> [Work item]: Make a word-for-word copy of the entries below from their first line through the line with "2px #a4b2af) drop-shadow(0", and add nothing.

────────────────────────────────────────

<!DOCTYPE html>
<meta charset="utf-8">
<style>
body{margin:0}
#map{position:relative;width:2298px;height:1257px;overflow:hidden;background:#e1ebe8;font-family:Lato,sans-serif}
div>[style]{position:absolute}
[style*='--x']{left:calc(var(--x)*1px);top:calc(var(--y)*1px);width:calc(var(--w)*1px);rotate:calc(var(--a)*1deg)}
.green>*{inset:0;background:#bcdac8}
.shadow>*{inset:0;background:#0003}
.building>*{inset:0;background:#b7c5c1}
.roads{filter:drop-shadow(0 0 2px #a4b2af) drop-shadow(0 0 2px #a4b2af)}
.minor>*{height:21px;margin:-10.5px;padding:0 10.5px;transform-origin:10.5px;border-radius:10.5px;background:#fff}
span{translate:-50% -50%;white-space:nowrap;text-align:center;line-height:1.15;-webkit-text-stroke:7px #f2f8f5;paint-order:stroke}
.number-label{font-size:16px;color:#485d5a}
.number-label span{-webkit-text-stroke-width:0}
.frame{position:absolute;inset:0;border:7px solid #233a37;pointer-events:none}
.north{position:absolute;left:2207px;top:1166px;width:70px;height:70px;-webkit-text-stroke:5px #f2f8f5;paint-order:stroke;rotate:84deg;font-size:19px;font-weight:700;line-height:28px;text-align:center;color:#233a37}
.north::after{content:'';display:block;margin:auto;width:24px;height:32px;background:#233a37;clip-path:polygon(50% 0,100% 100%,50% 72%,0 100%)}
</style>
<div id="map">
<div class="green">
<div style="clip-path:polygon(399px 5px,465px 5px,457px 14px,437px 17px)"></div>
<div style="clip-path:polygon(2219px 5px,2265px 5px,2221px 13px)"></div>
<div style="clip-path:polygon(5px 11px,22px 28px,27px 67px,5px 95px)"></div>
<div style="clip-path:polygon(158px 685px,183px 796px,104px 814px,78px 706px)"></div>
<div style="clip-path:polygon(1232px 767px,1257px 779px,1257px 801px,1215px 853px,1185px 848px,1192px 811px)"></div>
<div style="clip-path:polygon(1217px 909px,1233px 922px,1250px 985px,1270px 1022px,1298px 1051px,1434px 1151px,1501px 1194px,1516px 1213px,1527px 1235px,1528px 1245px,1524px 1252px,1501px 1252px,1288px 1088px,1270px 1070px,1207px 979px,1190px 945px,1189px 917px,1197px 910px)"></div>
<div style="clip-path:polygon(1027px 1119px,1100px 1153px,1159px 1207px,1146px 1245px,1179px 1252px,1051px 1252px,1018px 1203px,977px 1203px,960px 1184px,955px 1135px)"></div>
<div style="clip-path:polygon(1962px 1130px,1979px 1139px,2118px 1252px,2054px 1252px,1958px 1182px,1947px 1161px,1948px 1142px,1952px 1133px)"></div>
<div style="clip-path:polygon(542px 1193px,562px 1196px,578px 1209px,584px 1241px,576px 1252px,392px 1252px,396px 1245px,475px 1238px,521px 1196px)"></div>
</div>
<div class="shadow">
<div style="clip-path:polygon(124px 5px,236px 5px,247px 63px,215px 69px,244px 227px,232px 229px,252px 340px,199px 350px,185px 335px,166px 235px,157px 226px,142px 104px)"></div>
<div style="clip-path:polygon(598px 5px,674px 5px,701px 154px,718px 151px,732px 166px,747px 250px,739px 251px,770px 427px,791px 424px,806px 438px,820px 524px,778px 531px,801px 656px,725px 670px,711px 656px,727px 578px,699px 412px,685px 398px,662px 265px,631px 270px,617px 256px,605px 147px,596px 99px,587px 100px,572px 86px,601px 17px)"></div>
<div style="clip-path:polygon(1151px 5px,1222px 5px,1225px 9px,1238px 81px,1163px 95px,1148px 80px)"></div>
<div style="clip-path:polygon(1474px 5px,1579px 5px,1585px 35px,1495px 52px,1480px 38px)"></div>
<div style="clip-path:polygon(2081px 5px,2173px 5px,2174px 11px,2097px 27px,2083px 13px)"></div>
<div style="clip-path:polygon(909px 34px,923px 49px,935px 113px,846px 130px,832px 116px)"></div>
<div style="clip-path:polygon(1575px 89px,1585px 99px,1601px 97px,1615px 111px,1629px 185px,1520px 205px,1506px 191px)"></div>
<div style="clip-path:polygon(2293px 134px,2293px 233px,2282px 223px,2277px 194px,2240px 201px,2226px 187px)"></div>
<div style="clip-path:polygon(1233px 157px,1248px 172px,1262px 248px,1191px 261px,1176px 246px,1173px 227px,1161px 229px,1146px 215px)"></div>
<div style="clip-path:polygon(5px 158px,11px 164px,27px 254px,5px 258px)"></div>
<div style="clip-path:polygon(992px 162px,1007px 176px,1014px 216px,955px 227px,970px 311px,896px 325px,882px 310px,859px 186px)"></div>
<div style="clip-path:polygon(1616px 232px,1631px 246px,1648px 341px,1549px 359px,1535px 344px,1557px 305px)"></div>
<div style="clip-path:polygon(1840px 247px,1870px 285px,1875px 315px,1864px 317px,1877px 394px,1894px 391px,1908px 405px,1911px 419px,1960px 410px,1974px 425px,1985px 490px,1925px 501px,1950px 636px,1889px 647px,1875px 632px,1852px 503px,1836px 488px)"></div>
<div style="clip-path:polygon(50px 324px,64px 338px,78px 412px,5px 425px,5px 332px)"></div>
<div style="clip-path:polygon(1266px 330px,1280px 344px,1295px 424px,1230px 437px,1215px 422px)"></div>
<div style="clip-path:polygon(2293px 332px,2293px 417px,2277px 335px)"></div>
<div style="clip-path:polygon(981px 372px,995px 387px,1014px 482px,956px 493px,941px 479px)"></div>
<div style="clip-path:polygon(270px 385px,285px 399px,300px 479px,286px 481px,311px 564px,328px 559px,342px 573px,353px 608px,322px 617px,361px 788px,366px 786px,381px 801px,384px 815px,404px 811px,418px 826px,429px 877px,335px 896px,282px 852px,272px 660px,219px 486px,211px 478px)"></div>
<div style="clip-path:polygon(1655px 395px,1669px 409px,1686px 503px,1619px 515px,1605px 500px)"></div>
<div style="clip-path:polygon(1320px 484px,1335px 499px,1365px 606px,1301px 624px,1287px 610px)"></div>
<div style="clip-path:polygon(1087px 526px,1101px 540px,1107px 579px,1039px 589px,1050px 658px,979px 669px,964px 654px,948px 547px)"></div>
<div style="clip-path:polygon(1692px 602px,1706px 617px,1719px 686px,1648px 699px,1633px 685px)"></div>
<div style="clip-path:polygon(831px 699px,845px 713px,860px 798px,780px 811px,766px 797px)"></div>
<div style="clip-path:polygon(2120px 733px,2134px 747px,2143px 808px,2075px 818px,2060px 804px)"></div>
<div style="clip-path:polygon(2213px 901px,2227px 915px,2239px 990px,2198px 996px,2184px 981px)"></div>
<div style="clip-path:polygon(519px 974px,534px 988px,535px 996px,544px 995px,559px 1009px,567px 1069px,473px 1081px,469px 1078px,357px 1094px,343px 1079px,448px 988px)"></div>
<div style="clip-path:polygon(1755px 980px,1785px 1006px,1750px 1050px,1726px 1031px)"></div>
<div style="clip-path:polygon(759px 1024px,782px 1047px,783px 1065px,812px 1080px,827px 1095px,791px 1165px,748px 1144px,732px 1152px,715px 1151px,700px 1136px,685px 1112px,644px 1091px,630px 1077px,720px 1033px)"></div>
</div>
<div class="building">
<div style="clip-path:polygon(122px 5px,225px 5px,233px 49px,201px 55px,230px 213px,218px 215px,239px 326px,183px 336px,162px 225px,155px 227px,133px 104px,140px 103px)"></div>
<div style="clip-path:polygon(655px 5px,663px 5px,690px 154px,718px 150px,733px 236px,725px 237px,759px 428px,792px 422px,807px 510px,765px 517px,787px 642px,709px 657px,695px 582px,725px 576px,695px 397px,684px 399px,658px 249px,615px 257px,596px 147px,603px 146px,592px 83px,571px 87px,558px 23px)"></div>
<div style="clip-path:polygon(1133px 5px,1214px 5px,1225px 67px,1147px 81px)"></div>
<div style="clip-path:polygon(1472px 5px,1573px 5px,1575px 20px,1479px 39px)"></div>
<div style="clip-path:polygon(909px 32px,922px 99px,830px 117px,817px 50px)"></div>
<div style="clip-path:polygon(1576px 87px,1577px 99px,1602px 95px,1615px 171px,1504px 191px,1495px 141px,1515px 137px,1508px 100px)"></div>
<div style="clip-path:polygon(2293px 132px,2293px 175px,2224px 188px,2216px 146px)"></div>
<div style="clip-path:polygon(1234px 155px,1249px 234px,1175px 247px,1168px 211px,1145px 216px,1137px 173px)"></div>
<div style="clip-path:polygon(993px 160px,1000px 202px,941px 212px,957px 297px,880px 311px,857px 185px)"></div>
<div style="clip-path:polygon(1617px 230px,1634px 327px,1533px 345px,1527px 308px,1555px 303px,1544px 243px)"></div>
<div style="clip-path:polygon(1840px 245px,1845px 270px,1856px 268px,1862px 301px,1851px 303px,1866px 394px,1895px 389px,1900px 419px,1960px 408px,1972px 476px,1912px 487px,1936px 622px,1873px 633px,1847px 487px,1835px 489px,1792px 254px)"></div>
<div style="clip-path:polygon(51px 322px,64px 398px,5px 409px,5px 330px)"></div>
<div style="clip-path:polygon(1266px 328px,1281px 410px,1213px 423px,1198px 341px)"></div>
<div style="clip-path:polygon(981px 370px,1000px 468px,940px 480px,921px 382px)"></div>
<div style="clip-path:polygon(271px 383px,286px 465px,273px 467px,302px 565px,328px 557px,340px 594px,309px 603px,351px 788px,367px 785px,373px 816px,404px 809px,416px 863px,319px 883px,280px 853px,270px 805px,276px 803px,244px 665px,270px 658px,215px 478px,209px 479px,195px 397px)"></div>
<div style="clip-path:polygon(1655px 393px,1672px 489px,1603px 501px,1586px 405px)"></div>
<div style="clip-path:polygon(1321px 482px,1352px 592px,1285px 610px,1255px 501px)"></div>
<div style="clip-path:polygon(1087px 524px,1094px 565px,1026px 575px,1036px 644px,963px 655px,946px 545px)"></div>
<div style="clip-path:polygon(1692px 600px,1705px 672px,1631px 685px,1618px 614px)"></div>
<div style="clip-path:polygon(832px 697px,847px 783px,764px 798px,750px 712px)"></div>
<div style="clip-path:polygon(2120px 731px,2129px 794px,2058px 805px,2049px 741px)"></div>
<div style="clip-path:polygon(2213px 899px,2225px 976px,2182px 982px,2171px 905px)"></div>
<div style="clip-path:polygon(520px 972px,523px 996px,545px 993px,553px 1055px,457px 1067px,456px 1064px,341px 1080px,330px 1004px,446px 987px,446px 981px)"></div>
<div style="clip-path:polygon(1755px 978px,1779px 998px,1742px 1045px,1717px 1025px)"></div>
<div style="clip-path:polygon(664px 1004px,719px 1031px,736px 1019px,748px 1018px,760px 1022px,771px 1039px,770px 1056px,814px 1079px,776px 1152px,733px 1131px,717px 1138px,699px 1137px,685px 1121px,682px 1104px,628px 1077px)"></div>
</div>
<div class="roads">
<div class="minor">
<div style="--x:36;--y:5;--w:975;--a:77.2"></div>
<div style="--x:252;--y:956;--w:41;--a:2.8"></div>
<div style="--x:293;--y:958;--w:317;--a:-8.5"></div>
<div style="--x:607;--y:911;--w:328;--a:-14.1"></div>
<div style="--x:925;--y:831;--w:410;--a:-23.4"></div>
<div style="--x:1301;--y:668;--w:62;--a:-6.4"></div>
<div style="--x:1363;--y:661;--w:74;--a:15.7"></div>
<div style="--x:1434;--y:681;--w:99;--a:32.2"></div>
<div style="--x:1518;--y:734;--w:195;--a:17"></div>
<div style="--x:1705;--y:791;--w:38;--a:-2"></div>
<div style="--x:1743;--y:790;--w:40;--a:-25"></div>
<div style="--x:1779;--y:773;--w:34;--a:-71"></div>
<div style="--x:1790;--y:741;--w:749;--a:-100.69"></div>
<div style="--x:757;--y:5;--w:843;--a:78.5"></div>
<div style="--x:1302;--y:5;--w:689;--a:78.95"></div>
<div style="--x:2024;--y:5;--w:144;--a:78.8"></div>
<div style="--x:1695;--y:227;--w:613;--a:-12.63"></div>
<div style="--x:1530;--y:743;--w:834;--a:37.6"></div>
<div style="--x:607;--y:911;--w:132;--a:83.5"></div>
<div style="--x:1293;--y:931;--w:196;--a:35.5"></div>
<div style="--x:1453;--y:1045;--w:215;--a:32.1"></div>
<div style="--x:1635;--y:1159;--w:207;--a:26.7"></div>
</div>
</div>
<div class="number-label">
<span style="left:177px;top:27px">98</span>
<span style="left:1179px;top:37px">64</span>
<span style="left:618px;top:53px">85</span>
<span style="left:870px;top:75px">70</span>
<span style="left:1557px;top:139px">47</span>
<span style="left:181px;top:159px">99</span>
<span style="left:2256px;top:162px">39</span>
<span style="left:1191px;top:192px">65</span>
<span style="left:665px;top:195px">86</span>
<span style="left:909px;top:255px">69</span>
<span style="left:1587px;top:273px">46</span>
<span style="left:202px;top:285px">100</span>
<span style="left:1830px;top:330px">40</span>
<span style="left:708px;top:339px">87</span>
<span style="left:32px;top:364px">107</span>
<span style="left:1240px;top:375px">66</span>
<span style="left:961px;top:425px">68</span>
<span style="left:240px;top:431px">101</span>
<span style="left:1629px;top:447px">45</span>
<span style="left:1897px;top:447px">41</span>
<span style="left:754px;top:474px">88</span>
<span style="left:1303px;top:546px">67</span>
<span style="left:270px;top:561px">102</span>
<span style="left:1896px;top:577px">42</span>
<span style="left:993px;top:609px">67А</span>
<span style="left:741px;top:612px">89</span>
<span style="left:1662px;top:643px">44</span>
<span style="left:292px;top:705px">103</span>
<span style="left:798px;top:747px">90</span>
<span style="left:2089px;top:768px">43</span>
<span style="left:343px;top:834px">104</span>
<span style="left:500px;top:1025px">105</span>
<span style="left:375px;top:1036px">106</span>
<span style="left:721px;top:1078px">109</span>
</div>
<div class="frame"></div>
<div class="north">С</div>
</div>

────────────────────────────────────────

> [Task response]:
<!DOCTYPE html>
<meta charset="utf-8">
<style>
body{margin:0}
#map{position:relative;width:2298px;height:1257px;overflow:hidden;background:#e1ebe8;font-family:Lato,sans-serif}
div>[style]{position:absolute}
[style*='--x']{left:calc(var(--x)*1px);top:calc(var(--y)*1px);width:calc(var(--w)*1px);rotate:calc(var(--a)*1deg)}
.green>*{inset:0;background:#bcdac8}
.shadow>*{inset:0;background:#0003}
.building>*{inset:0;background:#b7c5c1}
.roads{filter:drop-shadow(0 0 2px #a4b2af) drop-shadow(0 0 2px #a4b2af)}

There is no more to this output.